The difference: civil service. Unlike in Philadelphia, where Krasner had the power to swiftly remake his office, or in San Francisco, where Gascón previously served as D.A., or in fact most prosecutorial offices around the nation, L.A. County prosecutors are protected by strong civil service laws. They can’t openly defy directives from the boss, but they can’t be fired, demoted or disciplined without just cause. And even then, any finding of just cause would be subject to multiple layers of review.
The L.A. district attorney can hire and fire a handful of top managers without review, but the vast majority of his 1,000 lawyers and hundreds of investigators and other personnel are protected. That’s just an L.A. fact of life. It has consequences, good and bad.
The good is fairly straightforward. In theory at least, civil service rules open government positions to any qualified applicant and ensure that everyone who merits it gets an exam or an interview. Hires and promotions are supposed to be made without regard to party affiliation, gender, race or anything else unrelated to one’s ability to do the job. Strong civil service systems were seen as a guard against cronyism and corruption, especially in U.S. police departments at the beginning of the 20th century, and especially in Southern California. Civil service rules kept police and other government employees independent from politics.
And that’s where civil service’s good consequences mingle with the bad. There has to be some balance between a government workforce’s independence and its responsiveness to elected leaders. When even LAPD chiefs had civil service protection, they followed their own policies, not those articulated by the mayor, City Council or voters.
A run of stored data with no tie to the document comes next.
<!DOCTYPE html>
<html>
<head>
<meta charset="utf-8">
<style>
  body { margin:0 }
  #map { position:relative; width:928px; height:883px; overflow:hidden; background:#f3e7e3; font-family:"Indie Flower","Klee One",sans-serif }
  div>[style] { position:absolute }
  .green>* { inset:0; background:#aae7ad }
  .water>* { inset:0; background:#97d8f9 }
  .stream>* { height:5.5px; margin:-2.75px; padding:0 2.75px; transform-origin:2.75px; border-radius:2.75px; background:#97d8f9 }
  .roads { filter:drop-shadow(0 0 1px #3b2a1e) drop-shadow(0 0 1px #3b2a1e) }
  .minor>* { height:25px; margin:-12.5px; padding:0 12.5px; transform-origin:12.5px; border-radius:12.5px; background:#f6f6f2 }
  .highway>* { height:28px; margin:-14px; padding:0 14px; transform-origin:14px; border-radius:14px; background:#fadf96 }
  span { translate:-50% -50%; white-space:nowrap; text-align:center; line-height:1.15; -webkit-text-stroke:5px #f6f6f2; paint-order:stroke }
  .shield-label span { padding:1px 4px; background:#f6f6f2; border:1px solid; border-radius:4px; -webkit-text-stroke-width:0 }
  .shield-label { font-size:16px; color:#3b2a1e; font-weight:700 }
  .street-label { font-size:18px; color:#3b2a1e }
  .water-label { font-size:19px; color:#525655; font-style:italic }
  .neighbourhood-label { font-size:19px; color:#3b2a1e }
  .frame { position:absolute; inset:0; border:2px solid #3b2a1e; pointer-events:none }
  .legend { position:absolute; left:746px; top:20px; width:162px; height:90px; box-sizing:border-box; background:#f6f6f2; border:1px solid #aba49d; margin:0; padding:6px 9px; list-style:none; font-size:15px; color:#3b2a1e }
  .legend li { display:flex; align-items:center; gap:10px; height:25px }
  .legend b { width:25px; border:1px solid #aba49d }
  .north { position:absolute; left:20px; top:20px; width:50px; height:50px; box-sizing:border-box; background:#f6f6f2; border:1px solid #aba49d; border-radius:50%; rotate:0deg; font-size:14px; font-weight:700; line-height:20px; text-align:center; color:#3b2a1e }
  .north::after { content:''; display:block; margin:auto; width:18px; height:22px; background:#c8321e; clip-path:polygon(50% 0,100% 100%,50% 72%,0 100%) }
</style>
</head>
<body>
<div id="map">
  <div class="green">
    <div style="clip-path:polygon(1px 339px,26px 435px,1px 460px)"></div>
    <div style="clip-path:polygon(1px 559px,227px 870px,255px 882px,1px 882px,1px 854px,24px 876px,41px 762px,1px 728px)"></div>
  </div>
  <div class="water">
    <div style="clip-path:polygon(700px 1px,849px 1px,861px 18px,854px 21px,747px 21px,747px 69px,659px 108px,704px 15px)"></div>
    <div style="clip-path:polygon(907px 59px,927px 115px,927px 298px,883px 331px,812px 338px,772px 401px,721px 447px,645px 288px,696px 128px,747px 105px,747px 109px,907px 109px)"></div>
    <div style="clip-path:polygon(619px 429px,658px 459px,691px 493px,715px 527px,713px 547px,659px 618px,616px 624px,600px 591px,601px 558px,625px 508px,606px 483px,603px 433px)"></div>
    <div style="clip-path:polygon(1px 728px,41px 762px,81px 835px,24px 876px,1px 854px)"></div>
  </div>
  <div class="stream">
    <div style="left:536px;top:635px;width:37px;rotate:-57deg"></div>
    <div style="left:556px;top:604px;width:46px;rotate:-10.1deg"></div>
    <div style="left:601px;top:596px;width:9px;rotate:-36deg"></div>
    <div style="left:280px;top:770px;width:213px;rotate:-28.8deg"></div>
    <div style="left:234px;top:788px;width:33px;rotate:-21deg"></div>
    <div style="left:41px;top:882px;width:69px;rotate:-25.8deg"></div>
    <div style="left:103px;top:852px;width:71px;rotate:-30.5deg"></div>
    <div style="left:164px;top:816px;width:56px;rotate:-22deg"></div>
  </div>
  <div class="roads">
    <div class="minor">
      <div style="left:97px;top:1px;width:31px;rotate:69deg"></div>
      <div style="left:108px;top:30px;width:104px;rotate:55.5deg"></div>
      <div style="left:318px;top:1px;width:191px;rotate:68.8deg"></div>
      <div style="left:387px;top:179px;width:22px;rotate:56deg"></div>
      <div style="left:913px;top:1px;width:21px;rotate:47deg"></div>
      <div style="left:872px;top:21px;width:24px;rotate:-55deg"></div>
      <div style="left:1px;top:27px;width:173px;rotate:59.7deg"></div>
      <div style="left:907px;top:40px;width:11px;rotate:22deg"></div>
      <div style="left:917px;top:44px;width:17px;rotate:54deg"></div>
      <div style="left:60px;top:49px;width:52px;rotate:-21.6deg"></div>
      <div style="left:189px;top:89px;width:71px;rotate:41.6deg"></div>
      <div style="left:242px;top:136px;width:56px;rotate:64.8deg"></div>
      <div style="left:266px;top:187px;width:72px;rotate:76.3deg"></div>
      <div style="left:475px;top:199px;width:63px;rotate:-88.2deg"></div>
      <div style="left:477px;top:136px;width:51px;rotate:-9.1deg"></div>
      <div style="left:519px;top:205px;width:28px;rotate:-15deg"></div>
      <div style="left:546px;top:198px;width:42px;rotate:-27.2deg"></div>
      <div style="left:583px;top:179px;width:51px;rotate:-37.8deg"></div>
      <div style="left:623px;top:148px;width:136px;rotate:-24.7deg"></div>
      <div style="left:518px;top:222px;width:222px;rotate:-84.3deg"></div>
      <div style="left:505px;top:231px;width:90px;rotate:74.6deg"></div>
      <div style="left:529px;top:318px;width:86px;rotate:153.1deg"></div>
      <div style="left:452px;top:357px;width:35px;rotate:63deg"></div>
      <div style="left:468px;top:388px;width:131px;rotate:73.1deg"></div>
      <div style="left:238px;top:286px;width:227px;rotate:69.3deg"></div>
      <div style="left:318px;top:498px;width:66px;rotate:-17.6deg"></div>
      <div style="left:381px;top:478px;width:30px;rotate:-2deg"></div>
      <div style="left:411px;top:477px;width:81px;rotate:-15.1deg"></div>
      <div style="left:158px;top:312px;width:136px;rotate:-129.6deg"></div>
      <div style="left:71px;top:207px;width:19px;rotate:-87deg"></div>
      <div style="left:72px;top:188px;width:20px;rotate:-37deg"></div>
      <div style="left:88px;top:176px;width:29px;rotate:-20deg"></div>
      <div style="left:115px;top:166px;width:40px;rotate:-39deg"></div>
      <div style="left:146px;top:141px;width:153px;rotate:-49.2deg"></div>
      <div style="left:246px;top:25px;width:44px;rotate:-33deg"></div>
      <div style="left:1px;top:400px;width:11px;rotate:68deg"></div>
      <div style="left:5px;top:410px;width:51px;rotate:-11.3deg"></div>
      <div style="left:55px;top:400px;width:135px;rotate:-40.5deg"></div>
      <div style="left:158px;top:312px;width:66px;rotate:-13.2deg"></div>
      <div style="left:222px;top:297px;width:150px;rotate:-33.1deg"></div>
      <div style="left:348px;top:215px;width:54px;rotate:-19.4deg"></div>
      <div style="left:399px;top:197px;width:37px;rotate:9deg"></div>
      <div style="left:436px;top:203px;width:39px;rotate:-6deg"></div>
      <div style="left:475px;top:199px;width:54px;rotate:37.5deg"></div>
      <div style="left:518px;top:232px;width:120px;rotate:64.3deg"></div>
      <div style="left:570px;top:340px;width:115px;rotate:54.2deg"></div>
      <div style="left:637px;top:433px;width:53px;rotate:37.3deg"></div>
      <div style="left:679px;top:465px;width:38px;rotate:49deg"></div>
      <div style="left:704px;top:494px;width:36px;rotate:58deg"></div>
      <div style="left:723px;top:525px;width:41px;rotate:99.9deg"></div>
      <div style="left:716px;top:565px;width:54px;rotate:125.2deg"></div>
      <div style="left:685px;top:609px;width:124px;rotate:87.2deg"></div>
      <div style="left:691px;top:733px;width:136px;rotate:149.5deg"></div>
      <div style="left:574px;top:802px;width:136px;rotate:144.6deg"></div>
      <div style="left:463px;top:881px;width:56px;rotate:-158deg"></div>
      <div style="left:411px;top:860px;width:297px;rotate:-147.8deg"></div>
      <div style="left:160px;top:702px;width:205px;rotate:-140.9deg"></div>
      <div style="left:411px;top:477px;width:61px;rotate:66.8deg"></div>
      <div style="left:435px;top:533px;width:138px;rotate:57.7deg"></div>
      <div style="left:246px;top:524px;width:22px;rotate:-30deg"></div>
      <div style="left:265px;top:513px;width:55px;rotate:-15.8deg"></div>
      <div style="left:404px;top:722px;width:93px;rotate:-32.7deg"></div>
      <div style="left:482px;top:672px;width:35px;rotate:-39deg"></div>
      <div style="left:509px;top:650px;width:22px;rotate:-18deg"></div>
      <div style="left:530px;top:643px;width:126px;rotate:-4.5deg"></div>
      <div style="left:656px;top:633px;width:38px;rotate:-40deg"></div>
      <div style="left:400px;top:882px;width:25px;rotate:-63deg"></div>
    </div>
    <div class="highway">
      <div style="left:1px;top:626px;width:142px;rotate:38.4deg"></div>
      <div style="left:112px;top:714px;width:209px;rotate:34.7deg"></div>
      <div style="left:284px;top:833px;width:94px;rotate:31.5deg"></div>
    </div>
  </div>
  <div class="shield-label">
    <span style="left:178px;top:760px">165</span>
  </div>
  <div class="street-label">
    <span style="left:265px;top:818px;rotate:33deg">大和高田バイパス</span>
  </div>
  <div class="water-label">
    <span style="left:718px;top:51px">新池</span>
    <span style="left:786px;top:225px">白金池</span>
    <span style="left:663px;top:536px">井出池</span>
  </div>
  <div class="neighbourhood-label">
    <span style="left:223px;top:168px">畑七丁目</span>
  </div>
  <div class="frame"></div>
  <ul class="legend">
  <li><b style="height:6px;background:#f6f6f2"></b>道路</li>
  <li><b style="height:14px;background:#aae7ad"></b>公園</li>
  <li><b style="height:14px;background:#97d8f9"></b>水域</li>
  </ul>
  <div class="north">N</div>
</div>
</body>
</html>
They had their jobs virtually for life. L.A. city voters fixed that in 1992 with a police reform ballot measure, and a series of follow-up measures eliminated civil service protection first for other city and county department leaders, and then for their top staffs.
But protections remain for a majority of the workforce, and that’s as it should be, even if protected rank-and-file workers may be more suspicious of change in leadership and policy than their unprotected counterparts in other cities and counties. That may be even more true when the workforce has its own union, as is the case with L.A. County’s strong and vocal Assn. of Deputy District Attorneys, whose leaders have been at least as likely as outgoing Dist. Atty. Jackie Lacey to articulate positions on criminal law and prosecution in radio interviews and newspaper columns.
Upon Gascón’s recent defeat of Lacey, the ADDA released a statement noting its commitment to ensuring that each L.A. County prosecutor “enjoys the robust civil service protections to which they are entitled” by law. In other words, you can’t do to us what Krasner did to his prosecutors.
Like Krasner, Gascón campaigned on a progressive agenda, which includes no longer seeking death sentences, no longer trying juveniles as adults, pursuing criminal charges against police officers for excessive force, and a host of other reforms. To implement his agenda successfully, he will have to win over his office with the power of persuasion and an appeal to his prosecutors’ professionalism. And he will have to do it quickly enough to satisfy voters and reform advocates. All parties would be best served by showing some patience. A little bit, anyway.